Showing posts with label interactive-fiction. Show all posts
Showing posts with label interactive-fiction. Show all posts

Inventory Meme.

Glyph inventoried -- ahem -- invented a new meme. It's called the Inventory Meme. Jean-Paul responded with a rather pathetic submission.

Now it's time for the real deal, yo.

Inventory, by Christopher Armstrong

I have to get ready for a flight to London, which is taking off in, oh, two hours. Fortunately most of the packing was done last night.

You can play it online with Parchment or download the z5 file if you have an Interactive Fiction interpreter. Please type HELP when the game starts. I've also made the source code available.

This "game" was written in Inform 7. Thanks to Glyph for inspiring me to finish my very first work of Interactive (Non-)Fiction and to Graham Nelson, Emily Short, Philip Chimento, and others for Inform 7.

(Yes, I'm being ironic. I don't actually take this that seriously.)

Intelligent Hinting

Aaron A. Reed recently announced an open beta for his Intelligent Hinting extension for Inform 7. This is an amazing extension that intelligently figures out how to solve puzzles in Inform 7-based games with high-level puzzle annotations in your I7 project.
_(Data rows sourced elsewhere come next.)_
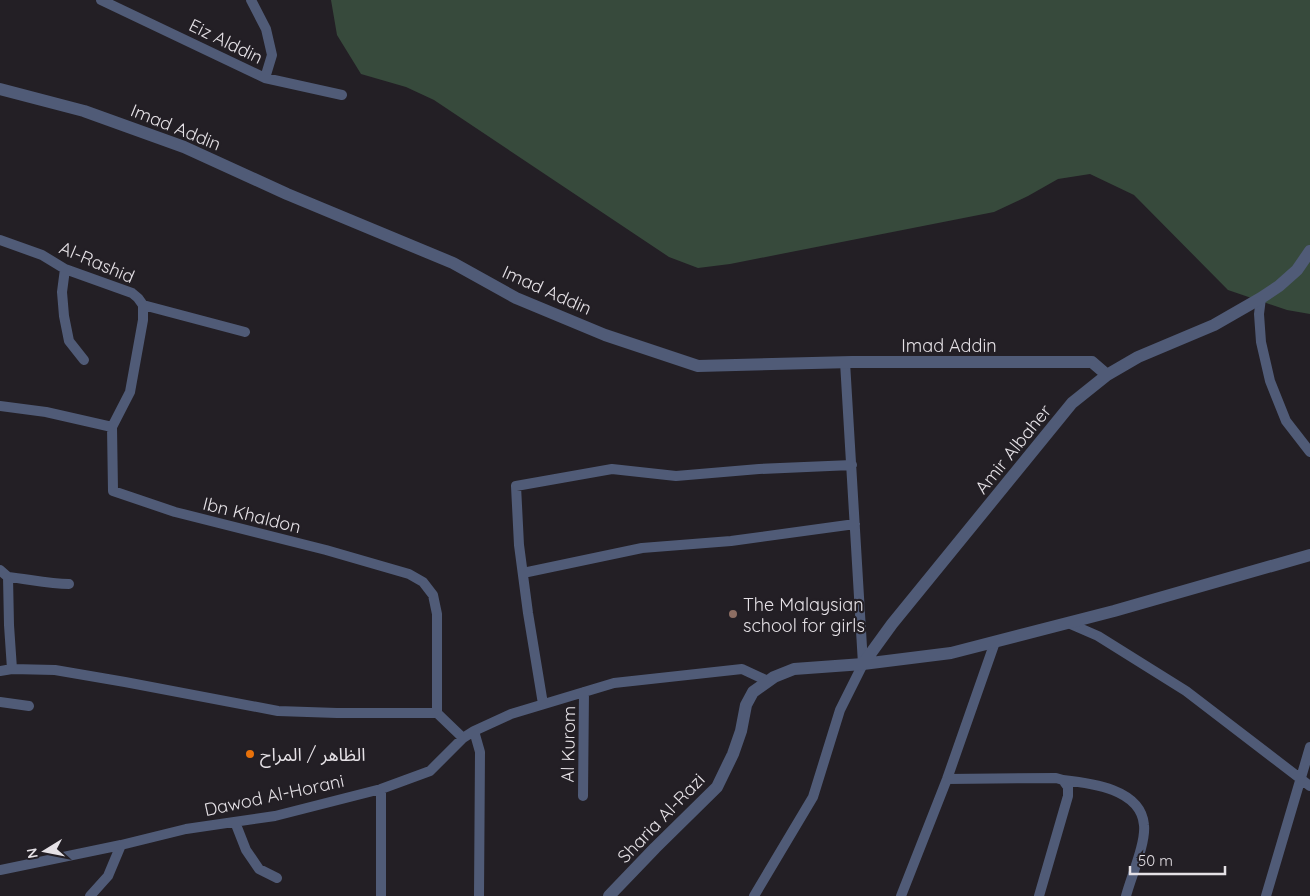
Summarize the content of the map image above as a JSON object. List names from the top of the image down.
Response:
{
  "streets": {
    "street": [
      "Eiz Alddin",
      "Imad Addin",
      "Al-Rashid",
      "Amir Albaher",
      "Ibn Khaldon",
      "Al Kurom",
      "Dawod Al-Horani",
      "Sharia Al-Razi"
    ]
  },
  "crossings": [
    ["Imad Addin", "Amir Albaher"],
    ["Al-Rashid", "Ibn Khaldon"],
    ["Al Kurom", "Dawod Al-Horani"],
    ["Dawod Al-Horani", "Sharia Al-Razi"]
  ],
  "places": ["The Malaysian school for girls", "الظاهر / المراح"],
  "scale_bar": "50 m",
  "north": "left"
}
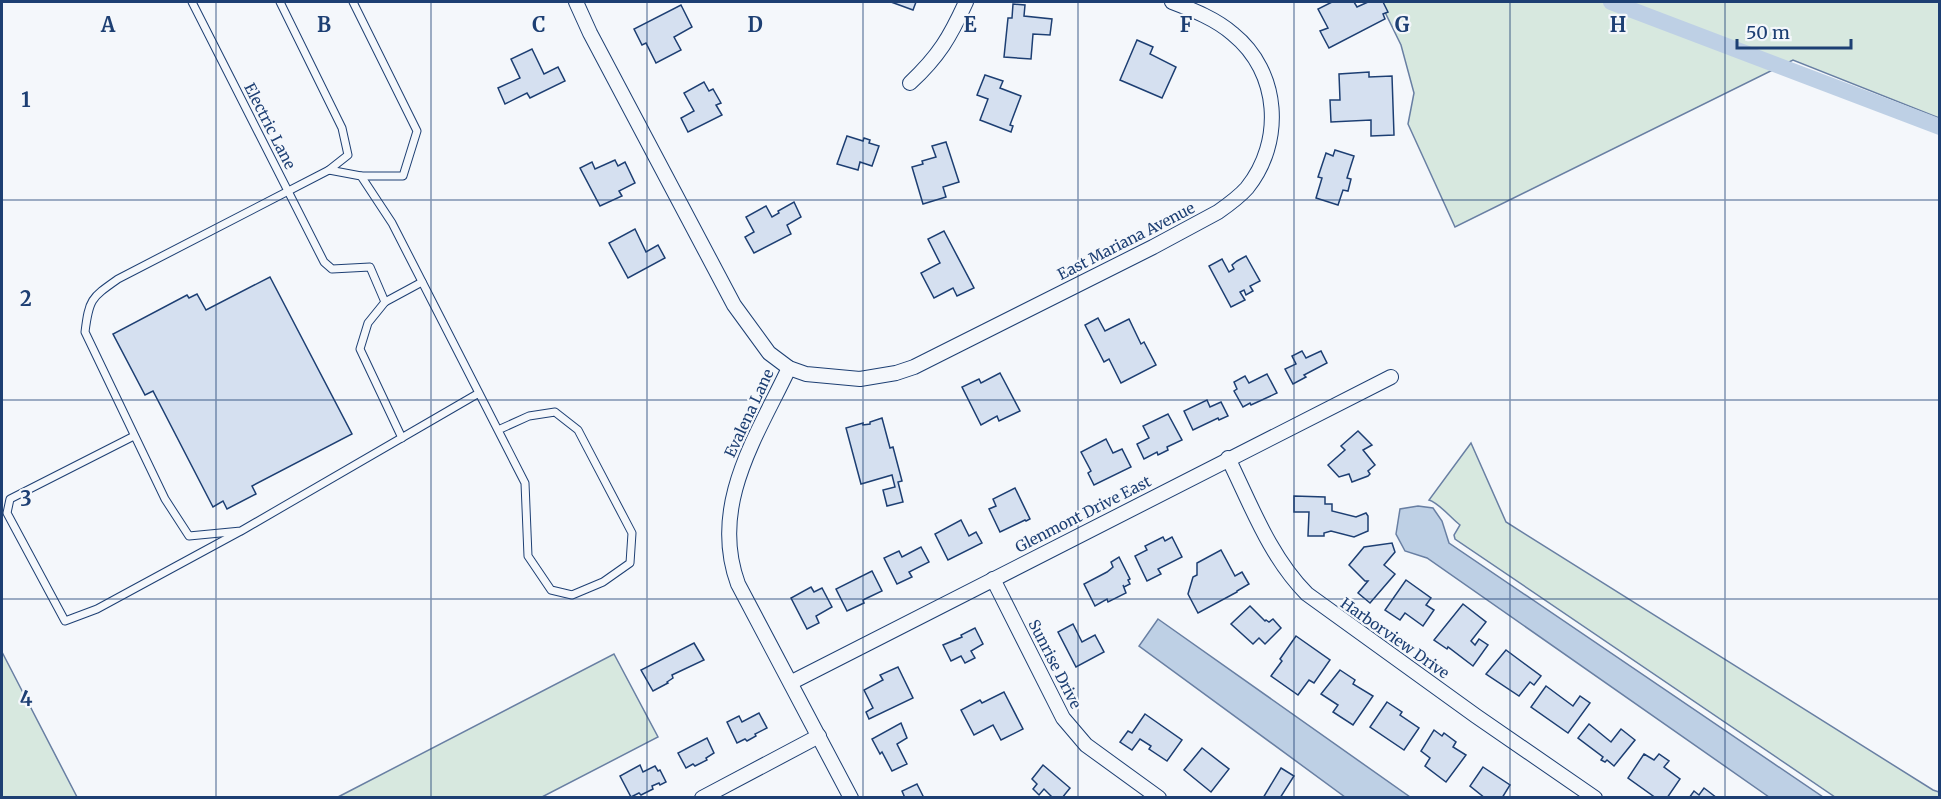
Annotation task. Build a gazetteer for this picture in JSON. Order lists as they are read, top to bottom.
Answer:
{
  "streets": {
    "street": [
      "East Mariana Avenue",
      "Evalena Lane",
      "Glenmont Drive East",
      "Harborview Drive",
      "Sunrise Drive"
    ],
    "lane": ["Electric Lane"]
  },
  "crossings": [
    ["East Mariana Avenue", "Evalena Lane"],
    ["Evalena Lane", "Glenmont Drive East"],
    ["Glenmont Drive East", "Harborview Drive"],
    ["Glenmont Drive East", "Sunrise Drive"]
  ],
  "scale_bar": "50 m",
  "grid": {
    "columns": [
      "A",
      "B",
      "C",
      "D",
      "E",
      "F",
      "G",
      "H"
    ],
    "rows": [
      "1",
      "2",
      "3",
      "4"
    ]
  }
}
You have to define "puzzles" and "tasks" in your own game, at implementation-time, and the extension provides a >SUGGEST command which indicates the next action to be taken to solve the current puzzle. It's surprisingly smart: if you've defined that a cloak must be placed on a particular hook, it will automatically figure out how to move the player to find the cloak, pick it up, and move the player to the hook. Not only that, it even knows how to completely automatically find keys for locked doors that are between the player and either the cloak or the hook.

Not only is this a good feature for end-users, it also offers very important benefits to implementors of IF: It makes it trivial to automatically test if your work is winnable, and it makes it similarly trivial to generate a walkthrough to publish with your game automatically.

Inform 7 has a rich and descriptive world model, and it's great to see tools that are starting to really take advantage of it in very useful ways.

Planet Interactive Fiction

I just set up a Planet site for the community of Interactive Fiction bloggers. It's at http://wordeology.com/planet-if/ and it's called Planet IF.

Don't know what Interactive Fiction is? Emily Short explains it succinctly.

I'm not really a regular in the IF community, but I am a long-time reader and wanna-be author of IF. I want to see the medium grow in popularity and so I'll do what I can to help it out. So there you have it.